I'd let the installer know that the kitchen isn't working - i.e. the fridge isnt' fridging and let them come to their own conclusion see if it matches yours.


----------



## TissoT (2 Nov 2022)

From a joiner's point of view.

A vent is normally fitted through the brick work venting the unit where the Fridge sits


----------



## stephec (2 Nov 2022)

si_c said:


> I'd personally avoid sorting this out myself, at present it's an installer issue, and whilst it might feel like this is the easiest/quickest way to sort the problem if it's not actually the solution you may find the installer then blames you for fscking it all up. I'm all for fixing stuff myself, but in this case there is no financial cost to waiting for the installer to return, but there may well be for not waiting.
> 
> I'd let the installer know that the kitchen isn't working - i.e. the fridge isnt' fridging and let them come to their own conclusion see if it matches yours.

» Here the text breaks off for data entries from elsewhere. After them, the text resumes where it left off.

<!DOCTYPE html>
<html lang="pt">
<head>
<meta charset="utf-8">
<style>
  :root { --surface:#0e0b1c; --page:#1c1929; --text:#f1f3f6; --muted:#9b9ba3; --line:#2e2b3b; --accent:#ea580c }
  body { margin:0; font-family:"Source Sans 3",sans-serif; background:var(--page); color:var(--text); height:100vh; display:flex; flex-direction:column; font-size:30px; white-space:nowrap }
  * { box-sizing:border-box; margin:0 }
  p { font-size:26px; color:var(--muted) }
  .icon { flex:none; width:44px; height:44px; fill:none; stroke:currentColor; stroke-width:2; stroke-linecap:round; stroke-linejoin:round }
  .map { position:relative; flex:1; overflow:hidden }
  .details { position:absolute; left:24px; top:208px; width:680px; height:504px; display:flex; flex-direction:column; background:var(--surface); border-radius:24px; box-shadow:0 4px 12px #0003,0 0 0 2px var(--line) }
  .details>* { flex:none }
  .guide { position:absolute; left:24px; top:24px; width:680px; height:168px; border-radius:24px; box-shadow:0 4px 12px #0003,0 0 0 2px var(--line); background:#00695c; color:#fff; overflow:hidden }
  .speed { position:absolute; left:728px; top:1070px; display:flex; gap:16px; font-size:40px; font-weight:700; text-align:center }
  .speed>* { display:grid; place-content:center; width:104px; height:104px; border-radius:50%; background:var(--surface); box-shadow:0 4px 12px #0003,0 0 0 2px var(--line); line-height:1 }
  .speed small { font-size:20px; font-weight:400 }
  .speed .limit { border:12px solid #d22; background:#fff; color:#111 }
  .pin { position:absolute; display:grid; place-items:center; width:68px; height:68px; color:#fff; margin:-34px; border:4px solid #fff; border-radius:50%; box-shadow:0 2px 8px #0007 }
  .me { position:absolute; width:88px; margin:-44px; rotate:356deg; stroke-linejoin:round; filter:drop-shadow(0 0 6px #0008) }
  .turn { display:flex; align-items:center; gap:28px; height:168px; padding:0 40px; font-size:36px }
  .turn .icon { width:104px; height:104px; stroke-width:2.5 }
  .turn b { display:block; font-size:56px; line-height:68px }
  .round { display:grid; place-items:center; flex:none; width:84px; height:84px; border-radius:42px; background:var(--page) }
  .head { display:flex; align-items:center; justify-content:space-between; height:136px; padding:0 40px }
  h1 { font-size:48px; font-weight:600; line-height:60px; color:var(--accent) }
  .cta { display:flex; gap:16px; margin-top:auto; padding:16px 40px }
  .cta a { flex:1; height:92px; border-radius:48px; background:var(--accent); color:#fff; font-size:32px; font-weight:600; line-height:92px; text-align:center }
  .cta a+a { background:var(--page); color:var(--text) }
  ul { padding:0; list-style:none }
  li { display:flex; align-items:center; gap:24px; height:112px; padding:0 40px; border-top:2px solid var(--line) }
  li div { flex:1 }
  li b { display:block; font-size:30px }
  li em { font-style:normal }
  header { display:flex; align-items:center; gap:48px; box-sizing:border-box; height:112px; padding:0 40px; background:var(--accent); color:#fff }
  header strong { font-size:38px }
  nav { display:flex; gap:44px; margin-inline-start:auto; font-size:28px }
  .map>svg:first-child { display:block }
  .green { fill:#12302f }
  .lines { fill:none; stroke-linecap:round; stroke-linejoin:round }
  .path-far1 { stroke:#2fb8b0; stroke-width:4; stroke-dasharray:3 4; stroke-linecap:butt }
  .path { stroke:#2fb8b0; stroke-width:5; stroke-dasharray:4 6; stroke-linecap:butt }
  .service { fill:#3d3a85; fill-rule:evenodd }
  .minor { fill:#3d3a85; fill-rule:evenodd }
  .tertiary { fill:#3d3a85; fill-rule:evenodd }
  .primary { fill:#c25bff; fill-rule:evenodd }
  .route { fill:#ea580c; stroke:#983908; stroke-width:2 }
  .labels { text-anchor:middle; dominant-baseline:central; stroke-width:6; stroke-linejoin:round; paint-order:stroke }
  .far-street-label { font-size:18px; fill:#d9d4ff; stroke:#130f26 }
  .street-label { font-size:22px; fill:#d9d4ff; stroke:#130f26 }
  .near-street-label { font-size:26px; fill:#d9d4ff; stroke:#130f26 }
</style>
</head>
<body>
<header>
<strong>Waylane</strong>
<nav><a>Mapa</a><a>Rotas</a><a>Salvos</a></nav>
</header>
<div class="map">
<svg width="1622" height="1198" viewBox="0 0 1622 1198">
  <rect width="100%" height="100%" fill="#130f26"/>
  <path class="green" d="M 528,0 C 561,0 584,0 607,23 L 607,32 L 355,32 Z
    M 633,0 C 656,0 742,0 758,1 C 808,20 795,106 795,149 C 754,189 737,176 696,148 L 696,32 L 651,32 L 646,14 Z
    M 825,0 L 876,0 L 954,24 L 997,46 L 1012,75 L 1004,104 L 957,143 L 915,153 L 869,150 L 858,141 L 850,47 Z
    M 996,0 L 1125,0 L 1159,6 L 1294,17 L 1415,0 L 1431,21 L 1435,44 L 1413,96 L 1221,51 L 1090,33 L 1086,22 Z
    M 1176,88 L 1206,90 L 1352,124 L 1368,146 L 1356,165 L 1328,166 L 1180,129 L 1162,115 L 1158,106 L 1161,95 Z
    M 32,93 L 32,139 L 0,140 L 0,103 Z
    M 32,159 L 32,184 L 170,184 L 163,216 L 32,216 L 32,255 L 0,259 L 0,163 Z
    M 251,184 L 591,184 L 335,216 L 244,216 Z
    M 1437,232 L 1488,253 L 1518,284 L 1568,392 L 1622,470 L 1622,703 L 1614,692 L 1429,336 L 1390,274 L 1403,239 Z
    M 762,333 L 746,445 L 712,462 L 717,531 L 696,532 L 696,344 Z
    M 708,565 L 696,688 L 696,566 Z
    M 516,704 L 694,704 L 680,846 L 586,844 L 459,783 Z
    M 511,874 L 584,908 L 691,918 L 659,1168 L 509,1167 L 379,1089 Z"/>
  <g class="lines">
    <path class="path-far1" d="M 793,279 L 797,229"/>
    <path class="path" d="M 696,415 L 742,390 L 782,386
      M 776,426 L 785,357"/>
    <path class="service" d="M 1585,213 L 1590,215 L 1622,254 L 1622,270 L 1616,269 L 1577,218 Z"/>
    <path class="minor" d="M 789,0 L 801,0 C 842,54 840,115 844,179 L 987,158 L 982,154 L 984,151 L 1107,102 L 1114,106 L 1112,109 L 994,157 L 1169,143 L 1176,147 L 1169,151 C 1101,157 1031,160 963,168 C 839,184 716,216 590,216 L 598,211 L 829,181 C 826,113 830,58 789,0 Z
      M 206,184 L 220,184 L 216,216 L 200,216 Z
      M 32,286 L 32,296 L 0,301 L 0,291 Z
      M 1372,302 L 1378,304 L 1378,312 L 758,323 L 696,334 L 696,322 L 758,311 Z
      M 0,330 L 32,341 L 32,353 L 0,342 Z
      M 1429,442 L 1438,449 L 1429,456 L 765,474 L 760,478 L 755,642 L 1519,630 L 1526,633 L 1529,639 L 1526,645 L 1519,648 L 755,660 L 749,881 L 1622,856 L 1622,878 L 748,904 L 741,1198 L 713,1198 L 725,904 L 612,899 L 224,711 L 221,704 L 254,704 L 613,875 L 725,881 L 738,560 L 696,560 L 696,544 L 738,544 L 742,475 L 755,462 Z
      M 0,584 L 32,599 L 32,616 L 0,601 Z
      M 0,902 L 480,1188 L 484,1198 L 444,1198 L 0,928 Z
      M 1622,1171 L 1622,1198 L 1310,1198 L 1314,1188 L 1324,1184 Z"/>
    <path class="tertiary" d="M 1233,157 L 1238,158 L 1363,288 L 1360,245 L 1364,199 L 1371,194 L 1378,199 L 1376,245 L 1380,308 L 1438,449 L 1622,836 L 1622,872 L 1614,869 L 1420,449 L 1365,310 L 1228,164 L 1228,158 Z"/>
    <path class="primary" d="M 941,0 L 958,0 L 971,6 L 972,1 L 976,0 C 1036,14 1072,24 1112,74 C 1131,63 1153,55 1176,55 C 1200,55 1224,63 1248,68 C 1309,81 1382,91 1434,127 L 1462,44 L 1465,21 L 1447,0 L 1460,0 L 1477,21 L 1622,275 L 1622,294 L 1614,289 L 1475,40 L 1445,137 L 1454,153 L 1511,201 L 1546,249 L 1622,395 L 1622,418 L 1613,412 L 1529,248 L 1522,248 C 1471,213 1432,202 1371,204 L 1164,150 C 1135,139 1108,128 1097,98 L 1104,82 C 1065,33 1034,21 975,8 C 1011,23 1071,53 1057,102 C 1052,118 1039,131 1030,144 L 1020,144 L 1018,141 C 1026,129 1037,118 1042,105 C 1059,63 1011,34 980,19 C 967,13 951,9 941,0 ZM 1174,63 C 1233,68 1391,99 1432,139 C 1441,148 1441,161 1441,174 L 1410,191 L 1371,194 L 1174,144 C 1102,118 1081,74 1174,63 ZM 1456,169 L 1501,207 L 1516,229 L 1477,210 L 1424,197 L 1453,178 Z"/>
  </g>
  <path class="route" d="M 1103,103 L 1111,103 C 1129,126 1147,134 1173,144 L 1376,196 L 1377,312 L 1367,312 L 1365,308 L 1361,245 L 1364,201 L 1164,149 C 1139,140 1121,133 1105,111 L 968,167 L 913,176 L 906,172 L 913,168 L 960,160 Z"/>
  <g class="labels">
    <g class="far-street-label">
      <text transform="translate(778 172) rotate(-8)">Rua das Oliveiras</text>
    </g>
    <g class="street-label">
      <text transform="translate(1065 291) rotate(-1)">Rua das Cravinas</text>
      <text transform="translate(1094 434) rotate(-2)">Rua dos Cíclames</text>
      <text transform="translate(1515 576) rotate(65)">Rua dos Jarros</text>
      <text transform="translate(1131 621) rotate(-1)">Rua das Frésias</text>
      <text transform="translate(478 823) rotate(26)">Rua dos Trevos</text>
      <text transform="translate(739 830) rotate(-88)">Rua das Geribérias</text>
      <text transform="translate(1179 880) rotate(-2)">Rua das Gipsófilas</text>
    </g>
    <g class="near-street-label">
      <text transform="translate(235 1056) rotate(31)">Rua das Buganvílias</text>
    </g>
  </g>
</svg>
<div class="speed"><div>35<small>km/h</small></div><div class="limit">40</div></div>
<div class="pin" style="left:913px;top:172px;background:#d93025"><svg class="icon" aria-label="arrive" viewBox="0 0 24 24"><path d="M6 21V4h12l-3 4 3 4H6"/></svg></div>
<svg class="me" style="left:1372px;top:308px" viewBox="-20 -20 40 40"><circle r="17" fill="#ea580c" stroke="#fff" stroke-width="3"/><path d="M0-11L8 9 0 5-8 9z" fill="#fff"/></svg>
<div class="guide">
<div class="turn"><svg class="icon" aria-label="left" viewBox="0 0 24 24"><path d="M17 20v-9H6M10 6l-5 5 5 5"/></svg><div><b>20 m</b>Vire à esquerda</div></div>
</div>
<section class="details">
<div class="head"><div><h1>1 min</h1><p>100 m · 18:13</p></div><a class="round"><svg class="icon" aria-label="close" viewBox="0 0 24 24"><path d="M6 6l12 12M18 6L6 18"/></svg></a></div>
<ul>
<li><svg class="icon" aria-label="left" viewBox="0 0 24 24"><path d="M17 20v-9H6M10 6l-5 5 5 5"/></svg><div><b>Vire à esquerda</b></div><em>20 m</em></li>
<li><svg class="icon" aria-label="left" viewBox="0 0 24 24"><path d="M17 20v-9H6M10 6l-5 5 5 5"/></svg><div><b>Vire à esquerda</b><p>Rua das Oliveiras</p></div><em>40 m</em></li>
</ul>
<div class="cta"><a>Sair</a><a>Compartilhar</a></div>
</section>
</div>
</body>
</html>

This, if you do anything yourself the fitters could use that as an excuse to void the warranty.


----------



## CXRAndy (3 Nov 2022)

It poor the fitters didn't fit proper ventilation top and bottom. I had a mate who would wire in a fan to blow air across the condenser when the compressor started. He swore by it for fridges and freezers mounted in cabinets or cupboards where there was lack of good ventilation.

Those were the days when we would modify to improve reliability


----------